Classroom Modifications To Help
Students with Slow Processing Speed
- Regularly check-in with the student to ensure they understand the instructions given.
- Reduce the number of assignments or problems the student has to do.
- Write down instructions for tasks.
- Email parents or students class notes.
- Provide a safe area (email or phone) for student to ask follow-up questions on assignments of class work.
- Show your student an example of ‘good notes’ to help learn to identify the key aspects of note taking.
- Try incorporating visual instructions into daily routine.
- Hang up schedule everywhere that would be useful. Include all steps and tasks required.
- Try using actions instead of verbal instructions.
- A Timer is a great visual tool which can increase the student’s awareness of time. This can be very helpful for practicing the executive function of time management.
- Use pictures, graphs and charts to explain what is being taught in class.
- Allow the student additional time for exams, homework and assignments.
- Encourage the student to answer questions in class and give them extra time to respond.
- Allow another student to take notes if your student has trouble listening and taking notes at the same time.
- Speak slowly when giving instructions and repeat directions when necessary.

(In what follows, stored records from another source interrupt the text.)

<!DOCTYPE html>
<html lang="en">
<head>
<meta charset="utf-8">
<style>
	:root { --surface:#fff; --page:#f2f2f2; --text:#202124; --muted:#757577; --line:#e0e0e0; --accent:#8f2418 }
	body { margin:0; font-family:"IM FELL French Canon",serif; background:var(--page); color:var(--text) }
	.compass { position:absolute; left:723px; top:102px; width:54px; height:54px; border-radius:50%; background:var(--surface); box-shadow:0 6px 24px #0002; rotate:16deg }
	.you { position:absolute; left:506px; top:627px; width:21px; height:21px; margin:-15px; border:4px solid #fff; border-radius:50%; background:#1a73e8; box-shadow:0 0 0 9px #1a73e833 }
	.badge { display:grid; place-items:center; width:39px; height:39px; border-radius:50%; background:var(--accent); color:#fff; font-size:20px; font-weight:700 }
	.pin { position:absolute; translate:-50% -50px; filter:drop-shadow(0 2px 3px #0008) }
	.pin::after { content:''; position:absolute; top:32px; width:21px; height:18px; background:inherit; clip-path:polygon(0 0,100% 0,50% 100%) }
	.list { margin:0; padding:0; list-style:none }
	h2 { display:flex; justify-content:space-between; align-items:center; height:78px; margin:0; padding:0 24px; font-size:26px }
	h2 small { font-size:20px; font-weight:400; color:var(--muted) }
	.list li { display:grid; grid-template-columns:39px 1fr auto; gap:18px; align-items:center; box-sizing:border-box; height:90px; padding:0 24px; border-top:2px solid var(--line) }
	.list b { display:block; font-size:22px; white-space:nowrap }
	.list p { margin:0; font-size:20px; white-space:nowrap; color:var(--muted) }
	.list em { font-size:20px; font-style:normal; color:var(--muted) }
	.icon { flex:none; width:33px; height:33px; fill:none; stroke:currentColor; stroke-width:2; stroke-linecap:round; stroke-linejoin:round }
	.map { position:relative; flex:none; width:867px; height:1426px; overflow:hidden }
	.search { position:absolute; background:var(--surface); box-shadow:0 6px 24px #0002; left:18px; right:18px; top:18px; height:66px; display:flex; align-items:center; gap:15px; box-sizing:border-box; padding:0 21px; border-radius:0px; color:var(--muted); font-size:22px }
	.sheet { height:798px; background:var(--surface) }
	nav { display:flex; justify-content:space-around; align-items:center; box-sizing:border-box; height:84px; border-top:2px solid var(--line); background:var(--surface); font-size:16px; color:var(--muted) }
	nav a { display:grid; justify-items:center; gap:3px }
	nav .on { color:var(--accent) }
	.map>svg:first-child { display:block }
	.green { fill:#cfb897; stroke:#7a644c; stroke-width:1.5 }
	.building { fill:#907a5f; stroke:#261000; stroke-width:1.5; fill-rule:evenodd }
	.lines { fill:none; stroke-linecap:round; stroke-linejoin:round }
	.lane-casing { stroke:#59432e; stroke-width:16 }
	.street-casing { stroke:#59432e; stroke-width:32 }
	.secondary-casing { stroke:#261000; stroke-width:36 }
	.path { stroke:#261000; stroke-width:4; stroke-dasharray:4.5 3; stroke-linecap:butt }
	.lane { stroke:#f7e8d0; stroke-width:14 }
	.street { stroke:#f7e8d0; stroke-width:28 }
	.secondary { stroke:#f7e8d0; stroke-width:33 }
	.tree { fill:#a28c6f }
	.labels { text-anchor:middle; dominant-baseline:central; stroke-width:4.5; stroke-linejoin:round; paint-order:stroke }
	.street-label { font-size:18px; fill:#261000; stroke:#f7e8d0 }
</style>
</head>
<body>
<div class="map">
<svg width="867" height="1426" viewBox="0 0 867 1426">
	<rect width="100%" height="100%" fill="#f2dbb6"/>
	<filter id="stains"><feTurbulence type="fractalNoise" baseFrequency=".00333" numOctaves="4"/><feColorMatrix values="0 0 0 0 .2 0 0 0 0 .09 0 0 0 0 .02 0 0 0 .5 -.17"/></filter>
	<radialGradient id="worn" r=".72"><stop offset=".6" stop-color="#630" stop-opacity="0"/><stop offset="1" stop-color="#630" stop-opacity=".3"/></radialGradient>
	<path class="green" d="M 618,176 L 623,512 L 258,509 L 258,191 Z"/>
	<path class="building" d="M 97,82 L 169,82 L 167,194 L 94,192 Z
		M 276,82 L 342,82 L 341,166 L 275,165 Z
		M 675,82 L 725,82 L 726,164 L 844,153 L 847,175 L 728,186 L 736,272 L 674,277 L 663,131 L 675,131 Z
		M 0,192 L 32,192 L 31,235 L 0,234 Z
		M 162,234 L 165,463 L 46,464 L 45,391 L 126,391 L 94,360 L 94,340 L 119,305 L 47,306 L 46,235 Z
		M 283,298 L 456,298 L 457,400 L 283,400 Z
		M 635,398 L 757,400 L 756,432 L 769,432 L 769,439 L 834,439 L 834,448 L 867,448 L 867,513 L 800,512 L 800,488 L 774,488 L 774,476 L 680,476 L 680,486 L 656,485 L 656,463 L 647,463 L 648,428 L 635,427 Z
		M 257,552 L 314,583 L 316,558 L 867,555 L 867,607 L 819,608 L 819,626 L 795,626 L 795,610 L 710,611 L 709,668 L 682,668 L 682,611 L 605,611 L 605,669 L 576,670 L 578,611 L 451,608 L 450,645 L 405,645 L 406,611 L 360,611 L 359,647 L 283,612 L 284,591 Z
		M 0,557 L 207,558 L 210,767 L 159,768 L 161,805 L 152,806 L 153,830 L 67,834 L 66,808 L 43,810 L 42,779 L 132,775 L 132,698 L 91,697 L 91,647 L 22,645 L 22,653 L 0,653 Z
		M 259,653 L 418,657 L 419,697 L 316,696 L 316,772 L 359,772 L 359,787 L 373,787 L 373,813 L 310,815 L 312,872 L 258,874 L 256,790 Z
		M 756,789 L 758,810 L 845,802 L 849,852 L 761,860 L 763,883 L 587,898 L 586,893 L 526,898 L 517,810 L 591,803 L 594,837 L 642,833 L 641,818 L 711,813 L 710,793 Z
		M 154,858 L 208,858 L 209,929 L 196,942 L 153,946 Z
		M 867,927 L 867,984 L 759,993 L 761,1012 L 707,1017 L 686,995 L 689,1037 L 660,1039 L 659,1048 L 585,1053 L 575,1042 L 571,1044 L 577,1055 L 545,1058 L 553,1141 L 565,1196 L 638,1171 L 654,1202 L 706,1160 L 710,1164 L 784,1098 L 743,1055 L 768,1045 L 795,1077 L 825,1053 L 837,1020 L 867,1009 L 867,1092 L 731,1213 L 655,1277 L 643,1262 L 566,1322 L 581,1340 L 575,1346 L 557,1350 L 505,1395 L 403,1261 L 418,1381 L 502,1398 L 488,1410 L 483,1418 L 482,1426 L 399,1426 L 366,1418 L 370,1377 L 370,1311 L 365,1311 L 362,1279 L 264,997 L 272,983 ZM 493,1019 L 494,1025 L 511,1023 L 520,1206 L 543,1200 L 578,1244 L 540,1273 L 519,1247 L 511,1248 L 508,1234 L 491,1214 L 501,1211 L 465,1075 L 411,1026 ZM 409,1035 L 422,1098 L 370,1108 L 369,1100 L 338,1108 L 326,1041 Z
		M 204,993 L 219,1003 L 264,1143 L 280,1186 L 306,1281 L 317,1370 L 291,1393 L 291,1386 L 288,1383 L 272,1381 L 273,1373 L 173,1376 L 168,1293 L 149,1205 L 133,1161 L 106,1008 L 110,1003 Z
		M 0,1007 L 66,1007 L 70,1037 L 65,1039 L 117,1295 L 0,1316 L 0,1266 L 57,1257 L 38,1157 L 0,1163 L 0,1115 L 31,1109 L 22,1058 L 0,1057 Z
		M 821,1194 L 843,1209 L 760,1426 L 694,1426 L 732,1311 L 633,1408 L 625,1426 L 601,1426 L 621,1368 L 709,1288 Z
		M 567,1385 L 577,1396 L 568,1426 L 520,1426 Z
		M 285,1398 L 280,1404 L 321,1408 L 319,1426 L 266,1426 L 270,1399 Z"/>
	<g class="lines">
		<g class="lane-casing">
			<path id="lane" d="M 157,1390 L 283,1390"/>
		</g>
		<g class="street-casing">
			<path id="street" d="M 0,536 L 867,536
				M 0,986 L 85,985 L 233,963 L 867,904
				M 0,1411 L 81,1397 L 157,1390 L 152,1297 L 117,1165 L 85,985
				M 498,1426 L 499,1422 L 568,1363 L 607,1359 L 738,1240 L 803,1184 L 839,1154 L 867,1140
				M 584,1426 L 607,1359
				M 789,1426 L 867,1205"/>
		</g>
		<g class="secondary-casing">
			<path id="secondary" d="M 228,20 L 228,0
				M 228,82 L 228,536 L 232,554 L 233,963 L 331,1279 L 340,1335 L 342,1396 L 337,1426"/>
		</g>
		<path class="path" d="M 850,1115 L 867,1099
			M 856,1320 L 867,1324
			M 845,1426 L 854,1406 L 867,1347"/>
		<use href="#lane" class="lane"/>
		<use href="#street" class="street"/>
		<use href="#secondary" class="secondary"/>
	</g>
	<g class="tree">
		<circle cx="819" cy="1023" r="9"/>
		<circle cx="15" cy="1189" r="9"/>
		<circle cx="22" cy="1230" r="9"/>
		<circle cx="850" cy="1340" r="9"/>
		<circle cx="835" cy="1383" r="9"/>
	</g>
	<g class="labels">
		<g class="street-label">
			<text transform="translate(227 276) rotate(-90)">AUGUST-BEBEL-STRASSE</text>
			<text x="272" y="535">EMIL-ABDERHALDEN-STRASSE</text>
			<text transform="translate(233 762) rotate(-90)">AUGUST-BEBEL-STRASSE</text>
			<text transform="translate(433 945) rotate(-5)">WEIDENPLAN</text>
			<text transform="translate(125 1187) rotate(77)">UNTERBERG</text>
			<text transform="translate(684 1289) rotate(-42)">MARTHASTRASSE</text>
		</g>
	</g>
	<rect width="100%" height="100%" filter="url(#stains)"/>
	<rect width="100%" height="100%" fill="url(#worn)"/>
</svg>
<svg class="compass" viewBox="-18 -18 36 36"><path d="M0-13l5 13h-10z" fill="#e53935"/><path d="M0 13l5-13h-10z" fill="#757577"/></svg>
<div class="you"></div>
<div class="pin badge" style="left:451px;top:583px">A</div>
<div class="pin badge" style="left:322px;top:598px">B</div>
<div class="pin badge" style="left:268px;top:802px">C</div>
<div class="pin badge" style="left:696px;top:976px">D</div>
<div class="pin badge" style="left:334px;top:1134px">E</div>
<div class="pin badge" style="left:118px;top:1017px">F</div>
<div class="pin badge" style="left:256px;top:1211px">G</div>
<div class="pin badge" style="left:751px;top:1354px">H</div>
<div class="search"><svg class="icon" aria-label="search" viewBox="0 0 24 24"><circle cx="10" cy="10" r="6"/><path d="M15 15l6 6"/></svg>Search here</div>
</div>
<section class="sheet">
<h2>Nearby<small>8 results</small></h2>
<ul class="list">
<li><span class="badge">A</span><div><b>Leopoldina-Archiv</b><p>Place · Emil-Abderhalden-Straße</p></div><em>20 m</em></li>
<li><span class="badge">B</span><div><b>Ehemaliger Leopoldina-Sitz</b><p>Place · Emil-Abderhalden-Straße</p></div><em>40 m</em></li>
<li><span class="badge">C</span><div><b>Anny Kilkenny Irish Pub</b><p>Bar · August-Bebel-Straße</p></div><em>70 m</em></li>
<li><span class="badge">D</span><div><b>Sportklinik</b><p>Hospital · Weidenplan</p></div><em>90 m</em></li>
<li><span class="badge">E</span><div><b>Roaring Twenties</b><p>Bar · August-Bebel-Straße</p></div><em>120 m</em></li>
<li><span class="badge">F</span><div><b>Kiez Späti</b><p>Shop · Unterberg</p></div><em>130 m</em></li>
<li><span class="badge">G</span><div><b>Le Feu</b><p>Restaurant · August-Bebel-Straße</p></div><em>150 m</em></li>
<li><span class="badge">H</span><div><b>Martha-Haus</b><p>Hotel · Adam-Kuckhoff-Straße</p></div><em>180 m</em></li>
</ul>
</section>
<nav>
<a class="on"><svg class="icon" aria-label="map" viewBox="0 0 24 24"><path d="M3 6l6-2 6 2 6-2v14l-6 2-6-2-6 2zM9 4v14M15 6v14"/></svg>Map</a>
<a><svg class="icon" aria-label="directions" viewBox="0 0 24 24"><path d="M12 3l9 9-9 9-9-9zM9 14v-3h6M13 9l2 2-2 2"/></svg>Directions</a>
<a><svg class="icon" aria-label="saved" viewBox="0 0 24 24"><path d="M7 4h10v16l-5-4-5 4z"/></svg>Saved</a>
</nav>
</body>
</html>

SHORT AND SIMPLE DIRECTIONS
- Although it is best to use visuals, you will have to give verbal tasks to your student.
- Make sure you keep the instructions as short, simple steps. If this is successful, over time, gradually increase complexity.
- Modify your list of steps to allow the student time to process, and plan what to do next.
- Let your student watch as you organise for the next day and let them do the same.
- Give the student examples of what other students have done in the past as a guide.
- Colour code assignments, homework and projects to help the student know how to prioritise.
- Break up assignments and homework into smaller, more manageable tasks.
- Extend deadlines for student to complete homework.
- Stick to a daily routine, provide visual charts for student to complete, so they stay on task for the whole day.
ASSIGNMENT AND TEST TAKING
- Allow the student to take verbal exams and explain their answers to you.
- Provide a quiet space for the student to take exams. This will be a less distracting environment and allow them greater time to process questions.
- Shorten length of tests and assignments.
- Accept unfinished tests and assignments and allow the student time to finish problems they missed or didn’t have time to do.
- Give the student opportunities to discuss their knowledge of the subject instead of formal exams.